On both the  $\rm S_{\rm 2M}$ and  $\rm U_{\rm K2}$ interfaces of the ISDN system under consideration,  the   HDB3 code   is used,  which is derived from the AMI code.  This is a pseudo-ternary code  $($symbol set size  $M = 3$,  symbol duration  $T = T_{\rm B})$,  that differs from the AMI code in that long zero sequences are avoided by deliberately violating the AMI coding rule.  The following applies:

If four consecutive  "0"  symbols occur in the AMI-encoded signal  $a(t)$,  these are replaced by four other ternary symbols:

• If an even number of  "+1"  occurred before this four-symbol block the signal  $a(t)$  and the last pulse is positive,  "0 0 0 0"  is replaced by  "– 0 0 –".  If the last pulse is negative,  "0 0 0 0"  is replaced by  "+ 0 0 +". 
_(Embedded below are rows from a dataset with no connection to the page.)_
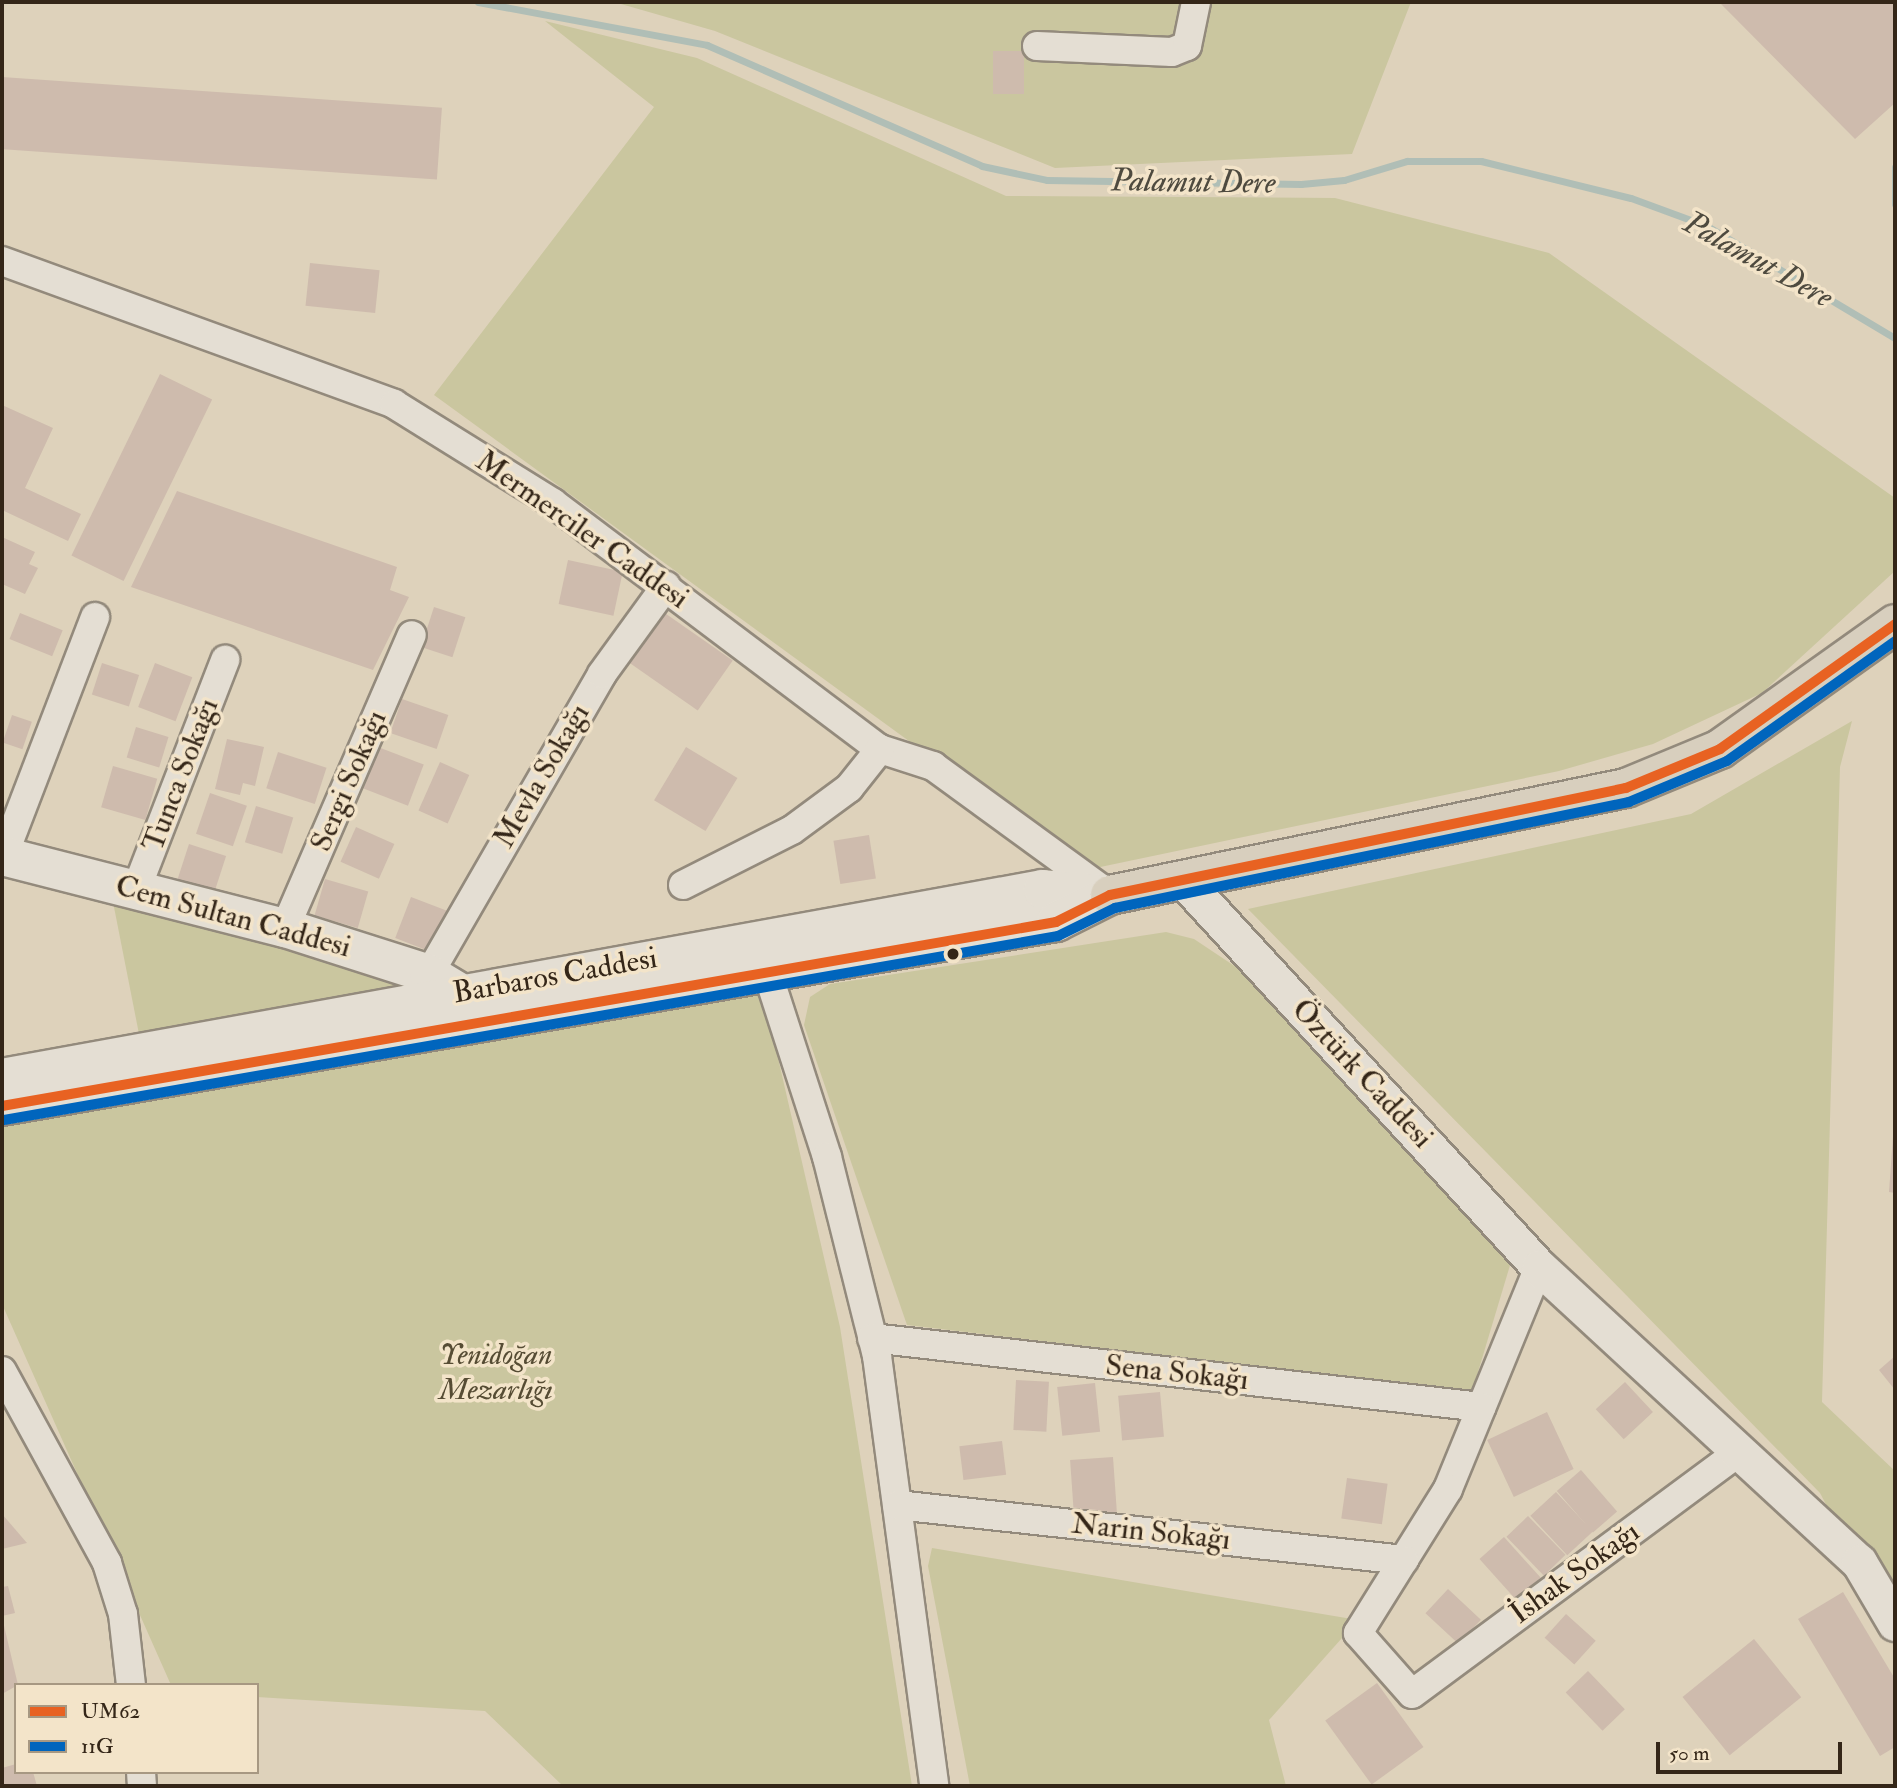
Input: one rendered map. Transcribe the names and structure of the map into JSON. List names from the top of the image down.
{
  "streets": {
    "main road": ["Cem Sultan Caddesi", "Barbaros Caddesi"],
    "street": [
      "Mermerciler Caddesi",
      "Tunca Sokağı",
      "Mevla Sokağı",
      "Sergi Sokağı",
      "Öztürk Caddesi",
      "Sena Sokağı",
      "Narin Sokağı",
      "İshak Sokağı"
    ]
  },
  "crossings": [
    ["Mermerciler Caddesi", "Mevla Sokağı"],
    ["Mermerciler Caddesi", "Barbaros Caddesi"],
    ["Tunca Sokağı", "Cem Sultan Caddesi"],
    ["Mevla Sokağı", "Cem Sultan Caddesi"],
    ["Mevla Sokağı", "Barbaros Caddesi"],
    ["Sergi Sokağı", "Cem Sultan Caddesi"],
    ["Cem Sultan Caddesi", "Barbaros Caddesi"],
    ["Barbaros Caddesi", "Öztürk Caddesi"],
    ["Öztürk Caddesi", "İshak Sokağı"],
    ["Narin Sokağı", "İshak Sokağı"]
  ],
  "water": ["Palamut Dere"],
  "parks": ["Yenidoğan Mezarlığı"],
  "lines": ["transit line UM62", "transit line 11G"],
  "legend": ["UM62", "11G"],
  "scale_bar": "50 m"
}
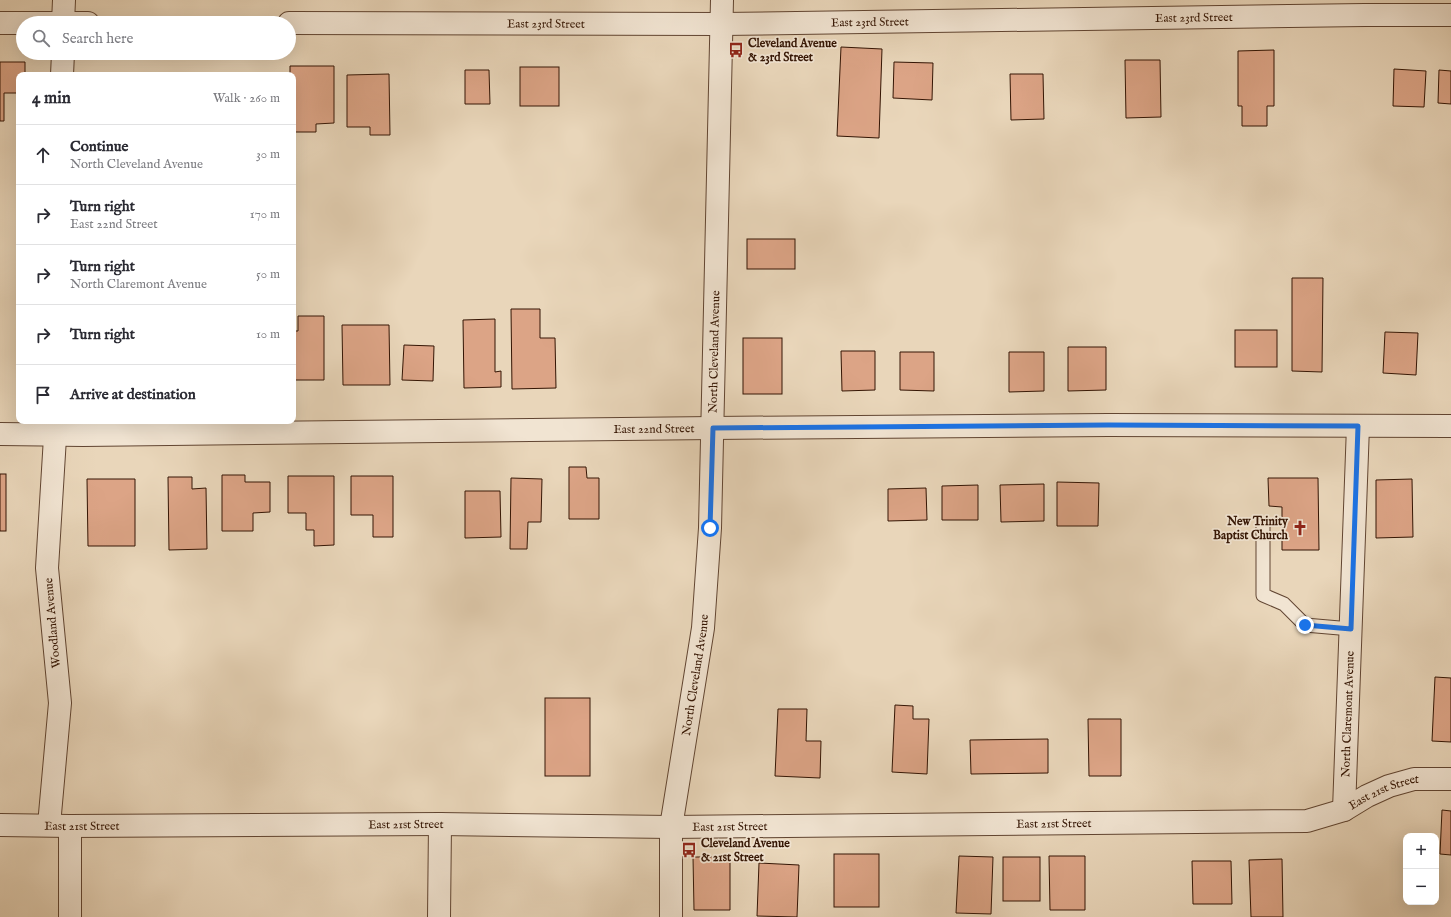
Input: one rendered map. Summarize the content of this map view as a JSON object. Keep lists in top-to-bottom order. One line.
{"streets":{"street":["East 23rd Street","North Cleveland Avenue","East 22nd Street","Woodland Avenue","North Claremont Avenue","East 21st Street"]},"crossings":[["East 23rd Street","North Cleveland Avenue"],["North Cleveland Avenue","East 22nd Street"],["North Cleveland Avenue","East 21st Street"],["East 22nd Street","Woodland Avenue"],["East 22nd Street","North Claremont Avenue"],["Woodland Avenue","East 21st Street"],["North Claremont Avenue","East 21st Street"]],"places":{"bus stop":["Cleveland Avenue & 23rd Street","Cleveland Avenue & 21st Street"],"church":["New Trinity Baptist Church"]},"page":{"search":"Search here","heading":["4 min","Walk · 260 m"],"list":[["Continue","North Cleveland Avenue","30 m"],["Turn right","East 22nd Street","170 m"],["Turn right","North Claremont Avenue","50 m"],["Turn right","10 m"],"Arrive at destination"],"map_buttons":["+","−"]}}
• On the other hand,  if there is an odd number of  "ones"  before this  "0 0 0 0" block,  "0 0 0 +"  $($if last pulse positive$)$  or  "0 0 0 –"  $($if last pulse negative$)$  are selected.

The graph above shows the binary signal  $q(t)$  and the signal  $a(t)$  after AMI coding.  The HDB3 signal,  which you are to determine in the course of this exercise,  is denoted by  $c(t)$. 

Notes:

• The exercise belongs to the chapter  "ISDN Primary Multiplex Connection" .
• Information about the pseudo-ternary codes can be found in the section  "Symbolwise Coding with Pseudo-Ternary Codes"  of "Digital Signal Transmission".

Questions

Solution

Solution

(1)  The total data rate of the $32$ channels at $64 \ \rm kbit/s$ each results in

$$R_{\rm B} \underline{ = 2.048 \ \rm Mbit/s}.$$

(2)  The bit duration is $T_{\rm B} = 1/R_{\rm B} \underline{ = 0.488 \ \rm µ s}$.

• One byte (8 bits) of each channel is transmitted per frame. It follows that:

$$T_{\rm R} = 32 \cdot 8 \cdot T_{\rm B} \hspace{0.15cm}\underline{= 125 \,{\rm µ s}}\hspace{0.05cm}.$$

(3)  By time $t = 6T$, a "+1" has occurred exactly once in the AMI-encoded signal$a(t)$.

Relationship between AMI code and HDB3 code

• Because of $a_{5} = –1$, in the HDB3 code "0 0 0 0" is replaced by (see diagram)

$$\underline{c_{6} = 0, \hspace{0.2cm}c_{7} = 0, \hspace{0.2cm}c_{8} = 0, \hspace{0.2cm}c_{9} = -1} \hspace{0.05cm}.$$

• In contrast, $\underline{c_{10} = a_{10} = 0}$ is not changed by HDB3 coding.

(4)  Up to and including $a_{13}$, there are three times a "+1"   ⇒   odd number. Because of $a_{12} = +1$, this zero block is replaced as follows:

$$ \underline{c_{14} = 0, \hspace{0.2cm}c_{15} = 0, \hspace{0.2cm}c_{16} = 0, \hspace{0.2cm}c_{17} = +1} \hspace{0.05cm}.$$

(5)  In the AMI encoded signal, "+1" occurs exactly four times up to and including $a_{19}$   ⇒   even number.

• Because of $a_{19} = +1$, the substitution according to rule 2 in the information section is:

$$\underline{c_{20} = -1, \hspace{0.2cm}c_{21} = 0, \hspace{0.2cm}c_{22} = 0, \hspace{0.2cm}c_{23} = -1} \hspace{0.05cm}.$$

• The zero symbol $a_{24}$ remains unchanged: $\underline{c_{24} = 0}$.